Winkler Prins Encyclopedie

E. de Bruyne, G.B.J. Hiltermann en H.R. Hoetink (1947)

Gepubliceerd op 28-12-2022

CLETHRA

betekenis & definitie

L. is de naam van een plantengeslacht uit de familie der Ericaceeën, ook wel tot een eigen familie, die der Clethraceeën, gebracht.

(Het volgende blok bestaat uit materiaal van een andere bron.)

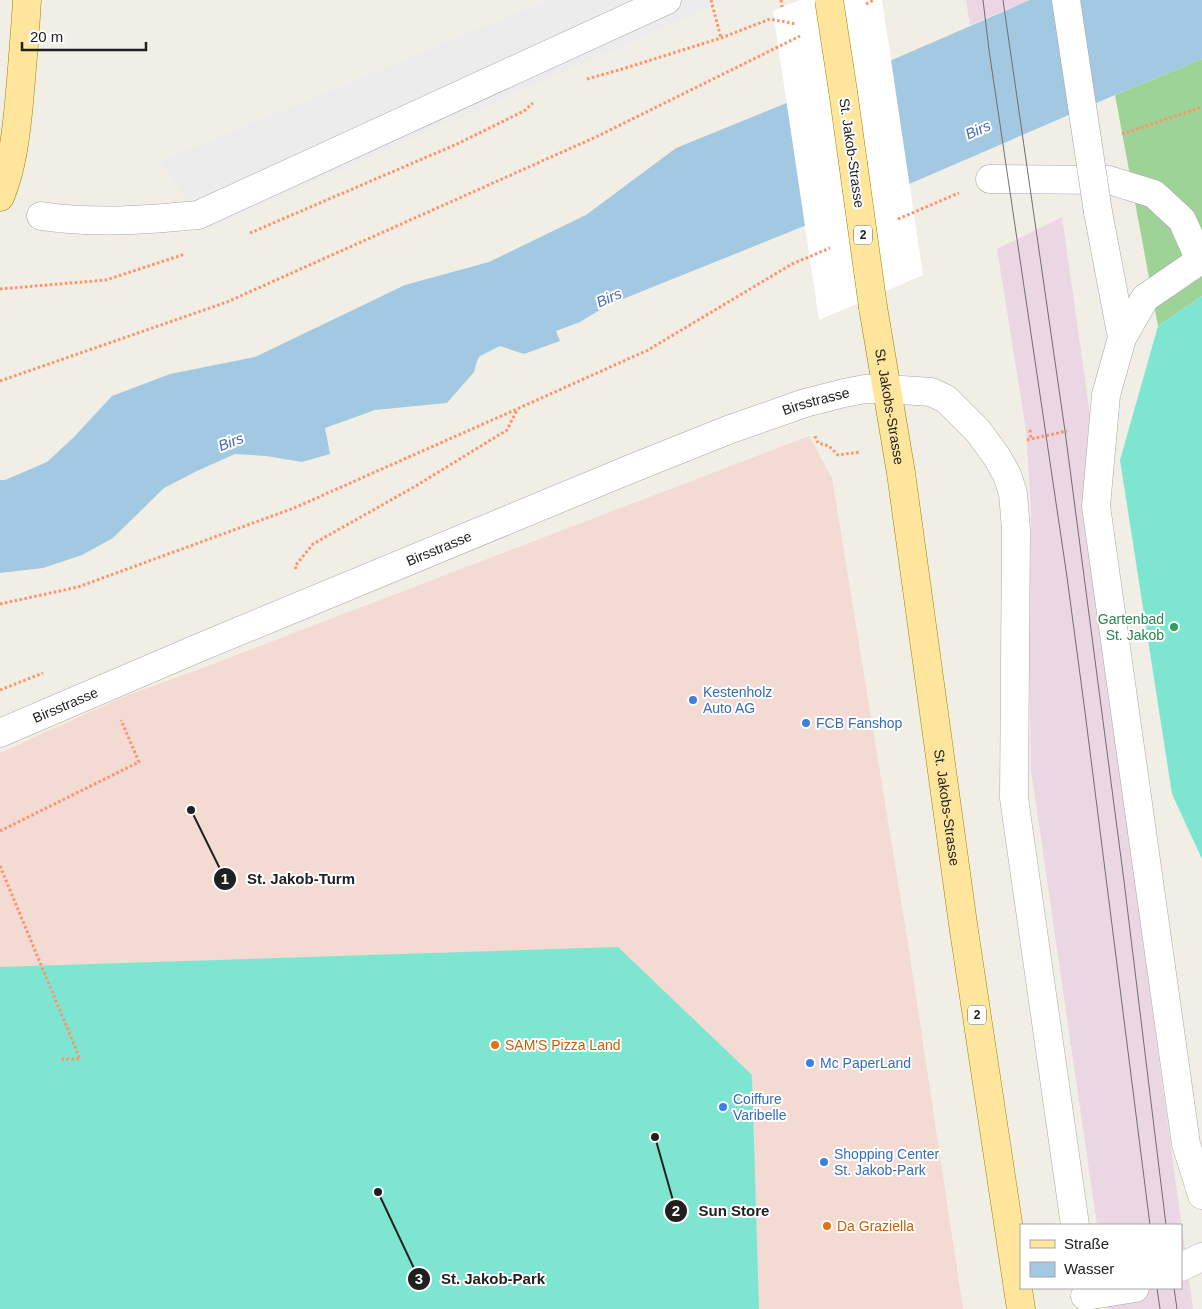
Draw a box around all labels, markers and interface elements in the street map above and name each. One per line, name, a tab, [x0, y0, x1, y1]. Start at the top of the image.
scale bar	[22, 20, 146, 52]
text: 20 m	[30, 28, 63, 45]
street label: St. Jakob-Strasse	[836, 97, 868, 209]
water label: Birs	[963, 116, 994, 143]
road number: 2	[854, 226, 872, 244]
water label: Birs	[594, 284, 625, 311]
street label: St. Jakobs-Strasse	[872, 347, 907, 466]
street label: Birsstrasse	[780, 384, 851, 418]
water label: Birs	[216, 429, 246, 454]
street label: Birsstrasse	[404, 528, 474, 569]
place label: Gartenbad St. Jakob	[1098, 611, 1164, 643]
marker: Gartenbad St. Jakob	[1168, 621, 1180, 633]
street label: Birsstrasse	[30, 684, 100, 726]
place label: Kestenholz Auto AG	[703, 684, 772, 716]
marker: Kestenholz Auto AG	[687, 694, 699, 706]
place label: FCB Fanshop	[816, 715, 903, 731]
marker: FCB Fanshop	[800, 717, 812, 729]
street label: St. Jakobs-Strasse	[931, 748, 963, 867]
callout: St. Jakob-Turm	[212, 864, 366, 894]
text: 1	[221, 870, 229, 887]
text: St. Jakob-Turm	[247, 870, 355, 887]
road number: 2	[968, 1006, 986, 1024]
place label: SAM'S Pizza Land	[505, 1037, 621, 1053]
marker: SAM'S Pizza Land	[489, 1039, 501, 1051]
place label: Mc PaperLand	[820, 1055, 911, 1071]
marker: Mc PaperLand	[804, 1057, 816, 1069]
place label: Coiffure Varibelle	[733, 1091, 787, 1123]
marker: Coiffure Varibelle	[717, 1101, 729, 1113]
place label: Shopping Center St. Jakob-Park	[834, 1146, 939, 1178]
marker: Shopping Center St. Jakob-Park	[818, 1156, 830, 1168]
callout: Sun Store	[664, 1196, 780, 1226]
text: 2	[672, 1202, 680, 1219]
text: Sun Store	[699, 1202, 769, 1219]
place label: Da Graziella	[837, 1218, 914, 1234]
marker: Da Graziella	[821, 1220, 833, 1232]
legend	[1020, 1224, 1182, 1289]
text: Straße	[1064, 1235, 1109, 1252]
text: Wasser	[1064, 1260, 1114, 1277]
callout: St. Jakob-Park	[406, 1264, 556, 1294]
text: 3	[415, 1270, 423, 1287]
text: St. Jakob-Park	[441, 1270, 546, 1287]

Het onderscheidt zich door een 5-delige kelk, een diep 5-delige bloemkroon, 10 meeldraden, een 3-hokkig vruchtbeginsel met veel zaadknoppen in elk hokje, een draadvormige stijl met een 3-spletige stempel en een 3-hokkige loculicide doosvrucht. Het omvat een 30-tal Amerikaanse en Oostaziatische soorten heesters en bomen met afwisselende bladeren en in eindelingse trossen staande witte bloemen. Tot de sierplanten rekent men C. alnifolia L., uit Noord-Amerika, met een stam ter hoogte van 1 -2½ m en lange, aarvormige bloemtrossen, met de variëteiten: C. a. rosea Rehd., C. a. paniculata, Nicholls en C. a. tomentosa Michx, welke laatste tegenwoordig als aparte soort, C. tomentosa Lam., beschouwd wordt. Als oranjerieplant wordt veelal gekweekt de 2-3 m hoog wordende C. arborea Soland., een sierboompje van Madeira, dat zich in Augustus tooit met sierlijke witte bloemtrossen.

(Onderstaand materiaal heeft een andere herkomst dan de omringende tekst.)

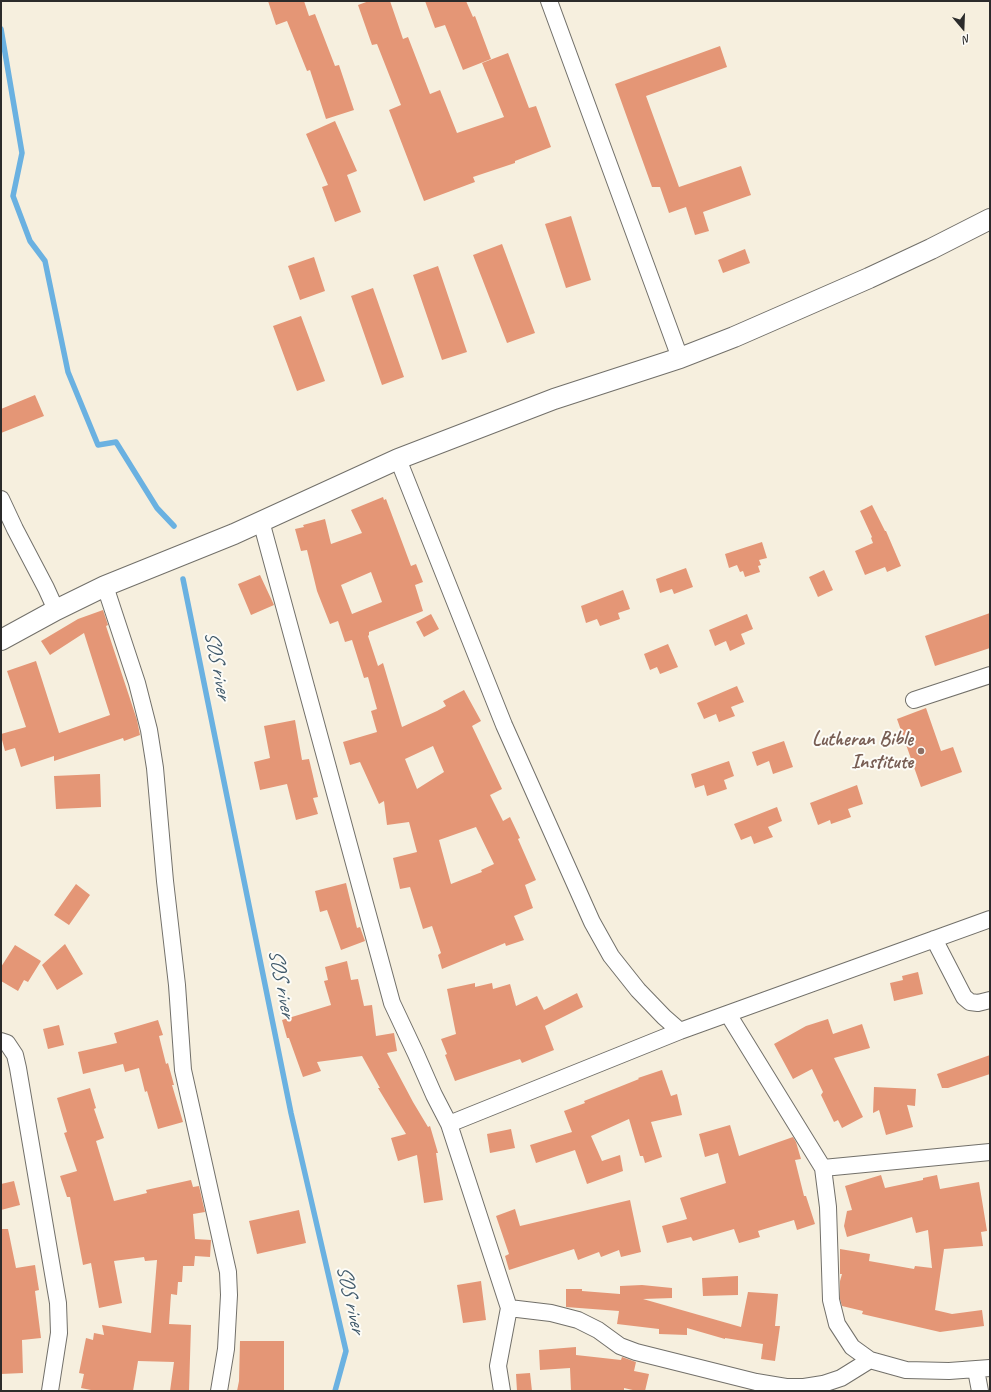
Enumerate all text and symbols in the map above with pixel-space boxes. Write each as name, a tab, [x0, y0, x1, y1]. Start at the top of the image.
north arrow	[943, 8, 983, 48]
text: N	[961, 32, 972, 47]
water label: SOS river	[198, 629, 236, 701]
place label: Lutheran Bible Institute	[812, 728, 913, 775]
marker: Lutheran Bible Institute	[916, 746, 926, 756]
water label: SOS river	[262, 947, 300, 1019]
water label: SOS river	[330, 1263, 370, 1335]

Verder moeten nog genoemd worden: C. acuminata Michx uit zuidelijk Oost-Amerika, C. barbinervis Sieb. et Zucc. uit Oost-Azië, C. Delavayi Franch. uit Junnan en C. Fargesii, door Franchet in 1895 uit China ingevoerd. De vermeerdering heeft door afleggen en stekken plaats.

De planten vormen prachtig versieringsmateriaal voor tuinen.